Faire dire a des gens – sans jamais les citer – des choses fausses pour mieux les détromper et asseoir ces propres thèses.
« Le parti socialiste a déclaré qu’il fallait mettre tous les violeurs en liberté la semaine de travail à 5 h et le smic à 25 000 euros par mois, je vais donc vous expliquer mon programme.. »
Iacub même combat – et ca fait deux fois donc ca devient pesant car ses thèses n’ont pas besoin de ce genre de conneries pour être défendues.
Donc non aucune féministe ne parle de « haine des hommes ». Les hommes ne haïssaient pas plus les femmes lorsqu’elles n’avaient pas le droit de vote, l’interdiction de travailler ou de voyager sans permission.
L’idée principale de Iacub est que les femmes doivent délaisser l’élevage (l’éducation et soins aux enfants ; le mot n’est pas terrible mais il dit ce qu’il veut dire), seule chose leur permettant d’avoir l’égalité.
Sauf que non. Parce qu’avec ou sans enfant, un femme subira des préjugés liés à son genre. Il est faux de dire « les hommes et les femmes qui naissent dans une société démocratique ont potentiellement le même destin« . (comme il serait faux de dire qu’un fils d’immigré et un fils de non immigré ont le même destin).
En revanche, 100% ok avec cela.
« La fonction des mouvements féministes devrait être de promouvoir l’autonomie des femmes à travers des politiques culturelles et éducatives, plus que par le biais de sanctions pénales. »
Beaucoup de féministes – comme beaucoup de français – tendent à adopter un tout sécuritaire qui me déplait profondément.

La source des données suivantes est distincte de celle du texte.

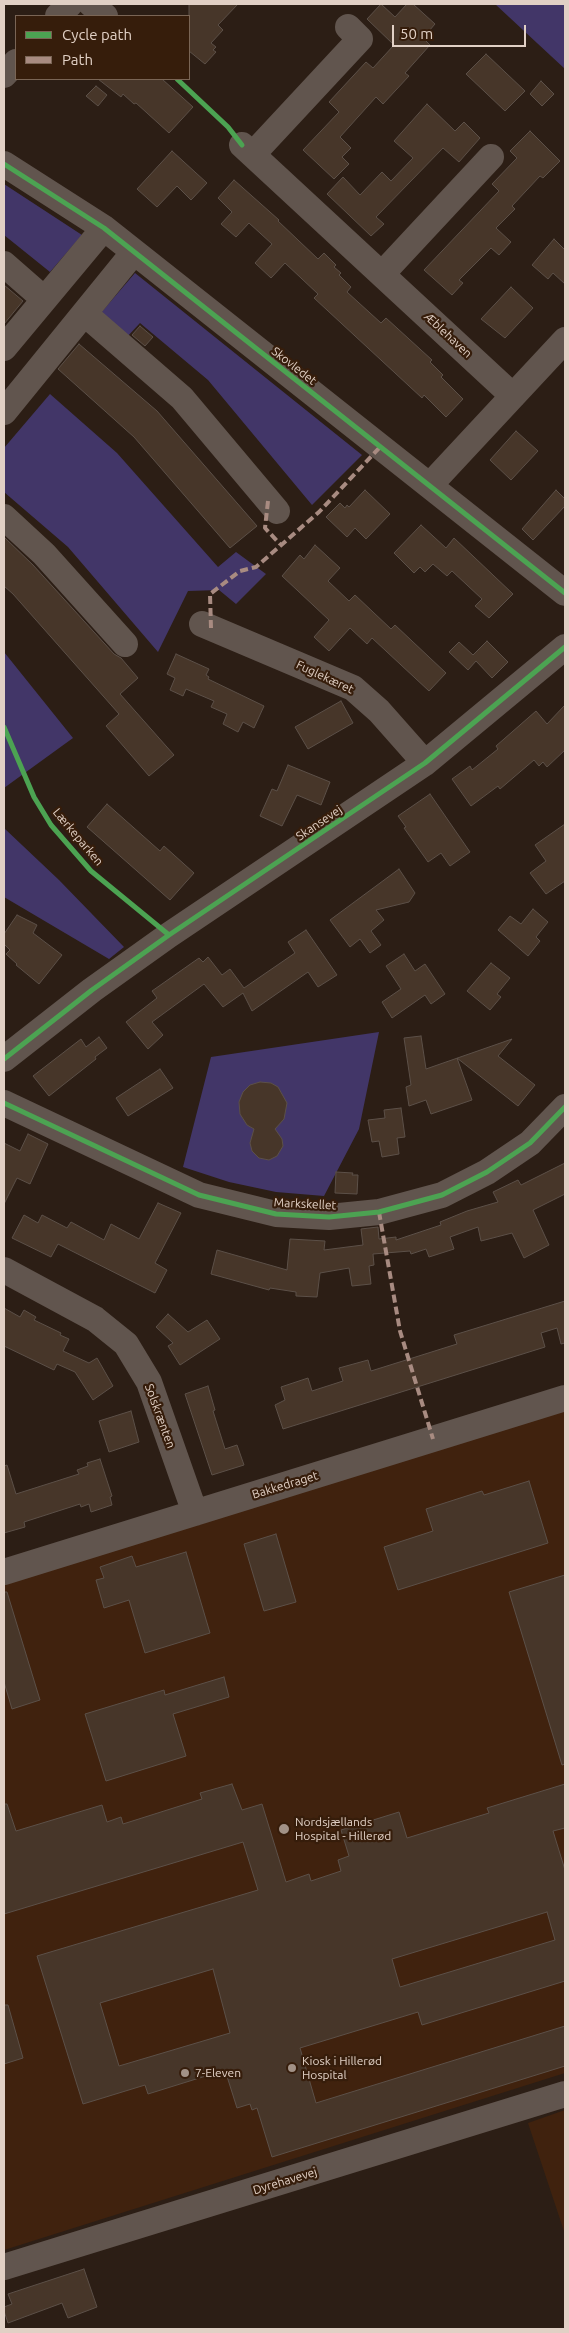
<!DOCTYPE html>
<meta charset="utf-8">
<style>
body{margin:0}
#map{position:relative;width:569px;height:2333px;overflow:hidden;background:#2c1e15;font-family:Ubuntu,sans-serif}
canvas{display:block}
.frame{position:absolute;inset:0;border:5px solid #e1d0c5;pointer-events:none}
.legend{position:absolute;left:15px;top:15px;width:175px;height:65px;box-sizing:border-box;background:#361d0b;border:1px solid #7a6555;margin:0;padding:6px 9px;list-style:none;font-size:15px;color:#e1d0c5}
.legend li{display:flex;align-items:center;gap:10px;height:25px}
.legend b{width:25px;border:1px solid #7a6555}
.scale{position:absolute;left:392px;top:25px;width:134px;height:22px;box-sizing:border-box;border:2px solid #e1d0c5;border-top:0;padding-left:6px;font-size:15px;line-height:18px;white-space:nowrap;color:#e1d0c5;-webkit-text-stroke:4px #361d0b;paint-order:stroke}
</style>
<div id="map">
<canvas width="569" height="2333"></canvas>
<div class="frame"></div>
<ul class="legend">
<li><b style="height:6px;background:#4ca352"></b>Cycle path</li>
<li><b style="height:6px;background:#a88b81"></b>Path</li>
</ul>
<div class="scale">50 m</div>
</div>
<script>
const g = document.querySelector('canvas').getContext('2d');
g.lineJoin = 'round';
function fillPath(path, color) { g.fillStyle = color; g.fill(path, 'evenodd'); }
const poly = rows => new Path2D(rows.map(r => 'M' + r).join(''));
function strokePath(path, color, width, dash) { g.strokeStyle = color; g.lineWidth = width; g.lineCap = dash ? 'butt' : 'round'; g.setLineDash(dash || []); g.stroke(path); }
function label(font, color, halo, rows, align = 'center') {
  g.font = font + ' Ubuntu,sans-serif'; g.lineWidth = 4.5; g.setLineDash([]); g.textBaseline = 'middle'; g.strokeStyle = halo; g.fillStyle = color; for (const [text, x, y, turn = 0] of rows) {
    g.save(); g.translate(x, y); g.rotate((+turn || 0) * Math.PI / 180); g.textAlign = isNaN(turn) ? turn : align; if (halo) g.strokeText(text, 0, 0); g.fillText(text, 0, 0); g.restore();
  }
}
const built = poly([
 [565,1408,565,2073,4,2250,4,1584],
 [565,2110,565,2234,528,2123]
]);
const green = poly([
 [495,4,565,4,565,69],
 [4,184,82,235,50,272,4,235],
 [135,273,362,455,312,505,208,380,140,323,126,338,99,315],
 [50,394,117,453,218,567,236,552,266,574,236,604,219,590,188,591,158,652,68,547,4,492,4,448],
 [4,652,73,738,4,788],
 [4,828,59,880,124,947,109,959,4,897],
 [379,1032,359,1129,324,1196,276,1192,229,1182,183,1167,211,1057]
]);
const building = poly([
 [189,4,238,4,218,25,223,30,211,43,216,47,213,50,216,52,205,64,189,51,189,4],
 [381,4,395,17,407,4,413,4,435,24,423,38,430,45,405,73,409,76,383,104,376,97,340,137,351,148,342,157,349,164,334,179,303,150,339,112,329,102,366,62,373,68,394,45,367,19,381,4],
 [486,54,525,91,505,111,466,74,486,54],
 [98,79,162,79,193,107,169,133,136,103,134,104,123,94,121,97,98,79],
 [541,81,554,94,542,106,530,94,541,81],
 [96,86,107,95,98,106,86,96,96,86],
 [427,104,455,131,464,122,480,138,459,162,443,148,376,217,384,224,371,236,327,194,343,177,360,195,382,172,391,181,413,158,394,141,427,104],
 [530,131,560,161,543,178,540,176,512,206,515,209,496,228,511,242,499,255,491,248,459,280,463,283,452,295,424,270,499,191,492,184,517,158,510,151,530,131],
 [172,151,207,183,191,200,177,186,157,207,137,189,172,151],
 [234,180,279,220,278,221,318,259,324,253,336,265,334,267,341,273,339,275,351,287,347,292,381,323,386,318,432,360,430,362,443,375,441,377,463,399,446,417,424,395,422,398,314,298,318,294,285,263,271,278,255,263,272,244,249,223,236,237,221,224,232,212,218,198,234,180],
 [554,239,565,250,565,284,553,273,548,279,532,265,554,239],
 [4,285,23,301,4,324,4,285],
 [511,287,533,308,505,338,481,319,511,287],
 [140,326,153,337,145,346,132,335,140,326],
 [79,344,157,411,257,526,230,548,134,437,58,369,79,344],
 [516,431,538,451,511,480,490,460,516,431],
 [365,490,390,514,366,539,355,528,347,537,326,517,340,503,345,508,347,505,349,507,365,490],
 [556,490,565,499,565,506,533,540,522,529,556,490],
 [421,525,446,548,454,538,513,594,489,618,475,606,482,599,452,571,447,576,433,564,425,572,420,567,414,573,394,553,421,525],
 [4,537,33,565,114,654,121,658,138,678,120,694,174,755,149,776,106,726,119,714,13,594,4,586,4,537],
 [315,545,340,568,328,581,349,601,355,595,391,629,395,625,446,673,429,691,372,638,367,644,350,628,329,651,314,637,329,620,282,576,300,555,304,559,315,545],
 [487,641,508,662,492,678,476,661,468,670,449,652,459,642,473,655,487,641],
 [176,654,209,669,206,675,209,677,208,679,264,706,254,728,243,722,238,732,223,724,227,714,211,707,214,701,186,689,183,696,170,690,175,678,167,674,176,654],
 [341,701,353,723,308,749,295,727,341,701],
 [565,705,565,750,547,767,543,762,539,766,534,760,500,789,498,786,471,806,452,779,470,766,472,770,498,749,496,746,536,711,547,724,565,705],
 [288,765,330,782,321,805,297,795,282,826,260,816,272,789,277,791,288,765],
 [430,794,470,852,450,866,441,853,428,862,404,828,406,827,398,816,430,794],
 [107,804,160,851,164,846,194,873,170,900,87,827,107,804],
 [565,824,565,881,546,894,530,873,546,861,535,845,565,824],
 [399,869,415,893,409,902,376,910,384,920,371,931,381,945,370,953,360,939,350,947,330,920,399,869],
 [533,909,548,922,536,937,540,941,528,956,498,930,510,916,521,924,533,909],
 [17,915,37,925,33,933,62,955,39,984,16,965,17,964,6,954,10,950,4,944,4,934,17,915],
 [306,930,337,975,318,987,308,972,252,1011,243,993,223,1007,204,984,152,1022,163,1035,148,1049,126,1022,157,998,152,991,199,958,203,962,208,957,222,975,230,969,244,988,295,953,288,942,306,930],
 [404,954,415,971,425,964,445,994,431,1004,425,995,392,1018,382,1002,401,989,386,966,404,954],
 [491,963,510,978,497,994,501,997,490,1010,467,991,491,963],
 [421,1036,426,1069,512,1039,498,1056,535,1085,518,1106,457,1058,472,1100,431,1114,426,1100,409,1106,406,1087,411,1085,404,1038,421,1036],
 [99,1037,107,1048,95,1057,96,1059,49,1096,33,1076,81,1039,86,1047,99,1037],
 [160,1069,173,1088,128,1116,116,1098,160,1069],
 [260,1082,271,1083,278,1087,287,1103,284,1119,275,1129,282,1139,283,1146,277,1156,269,1160,259,1158,252,1151,250,1143,254,1129,247,1125,240,1114,239,1102,243,1092,250,1085,260,1082],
 [401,1108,405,1137,397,1138,399,1154,382,1157,379,1141,372,1142,368,1120,385,1118,384,1110,401,1108],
 [28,1134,48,1144,30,1184,17,1178,4,1204,4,1143,20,1151,28,1134],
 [565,1163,565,1194,533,1210,549,1245,524,1258,512,1233,481,1241,478,1227,450,1237,454,1249,429,1257,426,1249,411,1254,410,1251,373,1254,374,1265,369,1266,371,1284,352,1286,349,1268,320,1273,317,1297,296,1296,296,1292,270,1288,269,1290,211,1274,217,1250,287,1270,290,1239,325,1241,324,1250,363,1245,361,1229,378,1227,379,1239,396,1237,396,1240,441,1225,440,1222,467,1211,498,1202,493,1192,518,1180,521,1185,565,1163],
 [336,1172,353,1173,352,1175,358,1175,357,1194,335,1193,336,1172],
 [158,1203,181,1213,155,1263,167,1270,155,1293,58,1244,51,1257,12,1238,24,1215,38,1223,42,1215,67,1228,71,1222,104,1240,111,1224,139,1239,158,1203],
 [565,1301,565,1343,561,1344,557,1328,541,1333,545,1347,283,1429,275,1405,285,1400,281,1387,308,1378,312,1391,343,1381,339,1368,368,1360,371,1371,457,1344,454,1335,565,1301],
 [4,1308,20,1317,24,1310,36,1317,34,1320,61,1333,60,1335,69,1339,63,1351,89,1363,97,1358,113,1386,93,1400,75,1372,57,1364,54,1370,4,1346,4,1308],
 [168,1314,188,1332,207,1320,220,1339,180,1365,168,1346,173,1343,156,1327,168,1314],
 [208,1386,215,1410,213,1411,225,1449,237,1445,244,1465,212,1475,185,1394,208,1386],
 [131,1411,139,1442,109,1452,99,1421,131,1411],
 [100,1459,112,1496,110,1497,112,1505,91,1512,89,1504,81,1507,80,1504,24,1522,25,1527,4,1533,4,1466,7,1465,16,1494,79,1474,77,1470,88,1466,87,1463,100,1459],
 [529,1481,548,1543,398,1590,384,1547,433,1531,426,1509,482,1491,484,1495,529,1481],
 [276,1534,296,1602,264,1611,244,1544,276,1534],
 [186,1552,210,1633,145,1653,129,1600,104,1608,96,1580,104,1578,100,1567,132,1556,136,1567,186,1552],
 [565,1575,565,1764,562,1765,509,1592,565,1575],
 [4,1592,7,1592,40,1700,12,1709,4,1682,4,1592],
 [224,1677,229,1697,173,1714,186,1756,106,1781,85,1714,164,1690,165,1695,224,1677],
 [232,1784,242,1810,262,1804,286,1882,309,1874,311,1881,341,1871,338,1860,349,1856,341,1830,399,1812,407,1838,489,1813,487,1808,565,1784,565,1828,553,1831,565,1870,565,1981,422,2025,418,2012,300,2048,316,2103,565,2026,565,2066,272,2157,257,2108,252,2110,250,2104,237,2108,225,2070,148,2094,145,2085,83,2104,37,1956,258,1890,243,1842,4,1914,4,1804,7,1804,16,1831,102,1805,107,1822,121,1817,123,1824,202,1799,200,1793,232,1784],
 [547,1912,555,1940,400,1987,392,1959,547,1912],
 [213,1969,230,2033,119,2066,100,2003,213,1969],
 [4,2005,8,2005,23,2058,4,2064,4,2005],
 [84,2269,97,2307,68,2318,62,2303,8,2323,4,2311,4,2307,12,2304,8,2294,84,2269]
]);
const minor = poly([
 [91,4,105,16],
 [58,16,70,4],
 [4,75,16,62],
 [242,145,513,396],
 [253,154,360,39,348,27],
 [4,164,104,228,565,593],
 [4,264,44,299],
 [382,274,491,157],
 [85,314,182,398,277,511],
 [4,348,104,228],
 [4,412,134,252],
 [430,485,565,340],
 [4,517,44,554,125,644],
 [202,624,353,688,379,711,425,763],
 [4,1059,92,990,169,935,425,763,565,647],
 [4,1103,199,1195,276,1214,329,1217,379,1212,442,1195,487,1172,530,1143,565,1107],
 [4,1270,95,1319,126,1344,149,1382,195,1513],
 [4,1572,565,1398],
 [4,2267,565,2094]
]);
const quiet = poly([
 [268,501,265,528,280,544],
 [211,628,210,594,240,571,256,567,319,512,381,446],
 [379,1212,400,1331,433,1439]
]);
const cycleway = poly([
 [177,79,228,127,242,145],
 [4,164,104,228,565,593],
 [4,727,34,797,51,825,91,871,169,935],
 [4,1059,92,990,169,935,425,763,565,647],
 [4,1103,199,1195,276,1214,329,1217,379,1212,442,1195,487,1172,530,1143,565,1107]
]);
const markers = [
 [284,1829,6,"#a29287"],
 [292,2068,5,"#a29287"],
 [185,2073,5,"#a29287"]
];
const streetNames = [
 ["Æblehaven",448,335,43],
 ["Skovledet",294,366,38],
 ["Fuglekæret",325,677,25],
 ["Skansevej",319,823,-34],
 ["Lærkeparken",78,837,50],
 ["Markskellet",305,1204,3],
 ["Solskrænten",160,1416,70],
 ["Bakkedraget",285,1485,-17],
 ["Dyrehavevej",285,2181,-17]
];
const poiNames = [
 ["Nordsjællands",295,1822],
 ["Hospital - Hillerød",295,1836],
 ["Kiosk i Hillerød",302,2061],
 ["Hospital",302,2075],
 ["7-Eleven",195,2073]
];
fillPath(built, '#40220e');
fillPath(green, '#423668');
fillPath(building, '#473629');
strokePath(building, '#5c5048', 1);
strokePath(minor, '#61554e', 26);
strokePath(quiet, '#a88b81', 4, [8, 4]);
strokePath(cycleway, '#4ca352', 5);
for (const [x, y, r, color] of markers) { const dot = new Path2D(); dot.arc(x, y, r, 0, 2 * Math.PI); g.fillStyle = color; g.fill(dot); strokePath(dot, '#361d0b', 2); }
label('12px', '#e1d0c5', '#361d0b', streetNames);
label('12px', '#e1d0c5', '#361d0b', poiNames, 'left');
</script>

Voilà pourquoi je n’ai pas signé la pétition contre le viol.
1. je ne sais ce qui est entendu par « crime sexuel ».
2. je ne souhaite pas voir tout crime sexuel aux Assises. Je suis de toute façon contre les jurés populaires. (il me semble au passage, que les peines prononcées sont de toutes façons moins sévères aux Assises qu’elle ne le seraient en Correctionnelle ==> à vérifier).
3. tout crime sexuel aux Assises ca veut dire tout mineur de n’importe quel âge aux Assises ? Y compris ce gamin de 11 ans de la semaine dernière ?
4. « Une enquête systématique à la suite des plaintes pour crimes ou délits contre la personne. » euh … pourquoi la justice fait mal son travail ?
Pas un mot n’est dit sur la prise en charge des violeurs. C’est très bien de vouloir prendre en charge les victimes, sauf que, jusqu’à preuve du contraire, celui qui représente un danger est le violeur. la pétition devrait insister sur la nécessité de psy, de suivi, d’éducateurs de la PJJ.
Il y a peu un avocat de la défense, certes satisfait du verdict face à un viol collectif déclarait son inquiétude ; les jeunes violeurs ne comprenaient absolument pas le verdict. Qui va leur expliquer ? Qui va leur faire faire le chemin vers la reconnaissance de leur crime et donc la non réitération ?
Mais ça, dépenser de l’argent pour des criminels, personne ne veut le faire.
Enfin sur Iacub « Si, car ce courant féministe a pris le pouvoir, à gauche comme à droite, dans les cercles qui réfléchissent à ces questions« , on va peut-être arrêter la branlette deux secondes. Aucun courant féministe n’a pris le pouvoir ou que ce soit.